RAW DATA:
BEGIN

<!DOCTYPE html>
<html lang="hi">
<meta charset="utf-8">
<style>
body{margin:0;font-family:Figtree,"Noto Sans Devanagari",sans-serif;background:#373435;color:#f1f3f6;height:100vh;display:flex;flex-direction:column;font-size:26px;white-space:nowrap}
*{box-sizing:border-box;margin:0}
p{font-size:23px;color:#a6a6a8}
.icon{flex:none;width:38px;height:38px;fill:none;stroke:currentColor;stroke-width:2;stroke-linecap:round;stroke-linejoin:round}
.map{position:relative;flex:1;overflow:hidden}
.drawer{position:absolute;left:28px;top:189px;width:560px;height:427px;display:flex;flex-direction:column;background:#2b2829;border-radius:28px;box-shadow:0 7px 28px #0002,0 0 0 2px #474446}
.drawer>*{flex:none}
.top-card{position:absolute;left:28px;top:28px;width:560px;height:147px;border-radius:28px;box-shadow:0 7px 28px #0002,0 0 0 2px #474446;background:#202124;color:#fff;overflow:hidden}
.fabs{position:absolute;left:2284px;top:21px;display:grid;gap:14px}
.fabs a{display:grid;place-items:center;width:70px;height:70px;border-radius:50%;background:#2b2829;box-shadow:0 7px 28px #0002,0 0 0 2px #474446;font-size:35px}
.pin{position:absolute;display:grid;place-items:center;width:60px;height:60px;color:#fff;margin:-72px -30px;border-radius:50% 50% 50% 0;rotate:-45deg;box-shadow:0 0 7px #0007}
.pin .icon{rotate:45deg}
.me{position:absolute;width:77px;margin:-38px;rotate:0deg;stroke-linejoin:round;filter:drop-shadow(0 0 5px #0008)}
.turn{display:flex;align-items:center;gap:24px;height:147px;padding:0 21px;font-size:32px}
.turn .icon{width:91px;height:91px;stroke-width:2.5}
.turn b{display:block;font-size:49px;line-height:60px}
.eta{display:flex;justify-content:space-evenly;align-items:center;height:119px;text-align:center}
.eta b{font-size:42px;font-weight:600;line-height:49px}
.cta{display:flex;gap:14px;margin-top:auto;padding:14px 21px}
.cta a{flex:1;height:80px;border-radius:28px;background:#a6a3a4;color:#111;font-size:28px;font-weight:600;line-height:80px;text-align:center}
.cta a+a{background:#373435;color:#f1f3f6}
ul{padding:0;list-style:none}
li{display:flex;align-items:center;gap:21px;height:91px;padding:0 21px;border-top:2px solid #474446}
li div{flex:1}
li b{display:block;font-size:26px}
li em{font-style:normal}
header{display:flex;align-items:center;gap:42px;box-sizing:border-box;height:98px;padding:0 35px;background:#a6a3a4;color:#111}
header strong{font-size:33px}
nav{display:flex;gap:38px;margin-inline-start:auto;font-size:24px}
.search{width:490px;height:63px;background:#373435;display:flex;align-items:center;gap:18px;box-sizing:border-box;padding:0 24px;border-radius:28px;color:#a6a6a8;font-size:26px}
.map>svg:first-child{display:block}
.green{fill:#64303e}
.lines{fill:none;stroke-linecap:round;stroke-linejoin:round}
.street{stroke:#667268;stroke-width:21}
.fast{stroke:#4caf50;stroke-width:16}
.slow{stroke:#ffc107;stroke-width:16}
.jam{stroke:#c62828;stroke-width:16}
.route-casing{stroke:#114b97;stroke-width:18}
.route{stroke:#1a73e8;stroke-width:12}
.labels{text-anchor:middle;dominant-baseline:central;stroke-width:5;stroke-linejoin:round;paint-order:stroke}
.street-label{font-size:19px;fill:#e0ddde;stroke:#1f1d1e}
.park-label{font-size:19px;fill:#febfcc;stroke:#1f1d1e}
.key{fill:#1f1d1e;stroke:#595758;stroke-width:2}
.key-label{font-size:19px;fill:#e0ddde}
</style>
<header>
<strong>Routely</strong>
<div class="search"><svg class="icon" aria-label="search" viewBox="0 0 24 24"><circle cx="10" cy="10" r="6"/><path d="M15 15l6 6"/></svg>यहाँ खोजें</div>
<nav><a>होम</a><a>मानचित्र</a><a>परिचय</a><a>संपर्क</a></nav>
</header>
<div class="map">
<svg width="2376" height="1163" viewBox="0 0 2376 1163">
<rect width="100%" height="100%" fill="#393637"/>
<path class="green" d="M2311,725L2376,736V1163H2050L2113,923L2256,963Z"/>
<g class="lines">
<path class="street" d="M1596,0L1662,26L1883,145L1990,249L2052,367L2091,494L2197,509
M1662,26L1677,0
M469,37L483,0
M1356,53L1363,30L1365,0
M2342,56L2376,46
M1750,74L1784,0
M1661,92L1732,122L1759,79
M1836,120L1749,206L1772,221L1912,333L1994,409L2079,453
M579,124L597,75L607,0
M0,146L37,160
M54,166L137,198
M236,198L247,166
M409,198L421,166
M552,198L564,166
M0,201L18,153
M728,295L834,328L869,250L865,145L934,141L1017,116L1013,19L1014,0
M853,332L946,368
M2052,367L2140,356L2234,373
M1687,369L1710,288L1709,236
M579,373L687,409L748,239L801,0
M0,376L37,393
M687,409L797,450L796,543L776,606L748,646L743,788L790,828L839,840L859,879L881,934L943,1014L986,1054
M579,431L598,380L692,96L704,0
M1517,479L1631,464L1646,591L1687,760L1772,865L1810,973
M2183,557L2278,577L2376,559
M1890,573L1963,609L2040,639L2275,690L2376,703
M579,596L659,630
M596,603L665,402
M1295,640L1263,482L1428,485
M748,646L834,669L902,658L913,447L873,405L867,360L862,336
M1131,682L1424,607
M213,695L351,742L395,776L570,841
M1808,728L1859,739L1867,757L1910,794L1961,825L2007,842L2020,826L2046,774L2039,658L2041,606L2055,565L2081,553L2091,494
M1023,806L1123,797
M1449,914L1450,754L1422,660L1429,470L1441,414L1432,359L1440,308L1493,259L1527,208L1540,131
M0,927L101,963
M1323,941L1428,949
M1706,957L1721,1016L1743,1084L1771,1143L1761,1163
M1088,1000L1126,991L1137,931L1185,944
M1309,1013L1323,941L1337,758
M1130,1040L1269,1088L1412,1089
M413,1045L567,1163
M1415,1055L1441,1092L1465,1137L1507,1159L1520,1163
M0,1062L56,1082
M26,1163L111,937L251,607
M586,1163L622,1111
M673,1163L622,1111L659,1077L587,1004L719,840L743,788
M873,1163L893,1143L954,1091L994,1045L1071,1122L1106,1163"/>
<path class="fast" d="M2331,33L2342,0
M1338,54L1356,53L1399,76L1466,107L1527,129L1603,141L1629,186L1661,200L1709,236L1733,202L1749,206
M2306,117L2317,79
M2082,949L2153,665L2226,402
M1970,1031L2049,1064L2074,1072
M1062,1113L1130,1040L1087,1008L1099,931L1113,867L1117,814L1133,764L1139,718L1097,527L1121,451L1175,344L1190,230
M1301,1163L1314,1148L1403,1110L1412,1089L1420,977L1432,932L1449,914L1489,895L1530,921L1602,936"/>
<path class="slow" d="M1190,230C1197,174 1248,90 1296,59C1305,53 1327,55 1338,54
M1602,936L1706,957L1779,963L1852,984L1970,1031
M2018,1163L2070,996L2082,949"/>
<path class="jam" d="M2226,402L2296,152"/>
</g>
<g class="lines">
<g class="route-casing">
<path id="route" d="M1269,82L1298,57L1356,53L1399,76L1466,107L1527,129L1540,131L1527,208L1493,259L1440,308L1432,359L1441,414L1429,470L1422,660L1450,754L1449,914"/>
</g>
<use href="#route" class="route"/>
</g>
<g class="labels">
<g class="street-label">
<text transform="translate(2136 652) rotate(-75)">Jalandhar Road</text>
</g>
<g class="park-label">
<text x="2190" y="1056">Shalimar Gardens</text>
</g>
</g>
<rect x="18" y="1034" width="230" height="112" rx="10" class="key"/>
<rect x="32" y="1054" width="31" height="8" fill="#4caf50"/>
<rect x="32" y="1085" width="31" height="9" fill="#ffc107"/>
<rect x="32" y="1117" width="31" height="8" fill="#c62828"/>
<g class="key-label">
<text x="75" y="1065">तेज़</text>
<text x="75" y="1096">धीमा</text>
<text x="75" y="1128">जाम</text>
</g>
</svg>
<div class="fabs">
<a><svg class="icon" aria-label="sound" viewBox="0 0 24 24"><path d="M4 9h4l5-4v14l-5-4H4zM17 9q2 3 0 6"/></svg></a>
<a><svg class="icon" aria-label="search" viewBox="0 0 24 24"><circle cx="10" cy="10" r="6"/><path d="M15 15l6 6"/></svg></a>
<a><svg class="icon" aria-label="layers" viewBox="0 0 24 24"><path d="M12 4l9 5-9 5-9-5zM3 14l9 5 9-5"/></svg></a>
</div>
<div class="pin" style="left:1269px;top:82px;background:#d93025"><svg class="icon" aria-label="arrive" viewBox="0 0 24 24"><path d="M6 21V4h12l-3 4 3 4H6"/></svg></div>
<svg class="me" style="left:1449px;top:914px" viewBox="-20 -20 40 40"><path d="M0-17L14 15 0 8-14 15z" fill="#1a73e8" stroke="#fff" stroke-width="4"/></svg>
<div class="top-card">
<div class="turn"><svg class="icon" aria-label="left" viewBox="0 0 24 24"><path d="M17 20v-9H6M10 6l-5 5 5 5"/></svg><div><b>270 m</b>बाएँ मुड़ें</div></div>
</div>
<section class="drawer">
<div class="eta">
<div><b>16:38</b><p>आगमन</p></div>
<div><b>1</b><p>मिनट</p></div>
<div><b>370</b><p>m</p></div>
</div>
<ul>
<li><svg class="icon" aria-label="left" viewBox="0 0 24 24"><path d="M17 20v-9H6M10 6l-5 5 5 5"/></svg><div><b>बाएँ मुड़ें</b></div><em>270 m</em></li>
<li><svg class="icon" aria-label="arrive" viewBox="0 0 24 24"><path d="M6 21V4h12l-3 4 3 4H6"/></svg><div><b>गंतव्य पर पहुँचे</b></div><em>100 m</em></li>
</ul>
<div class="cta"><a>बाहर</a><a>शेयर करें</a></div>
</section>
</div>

END

Tally the lines of the preceding listing in which the word "grid" appears; state nothing but the total.

3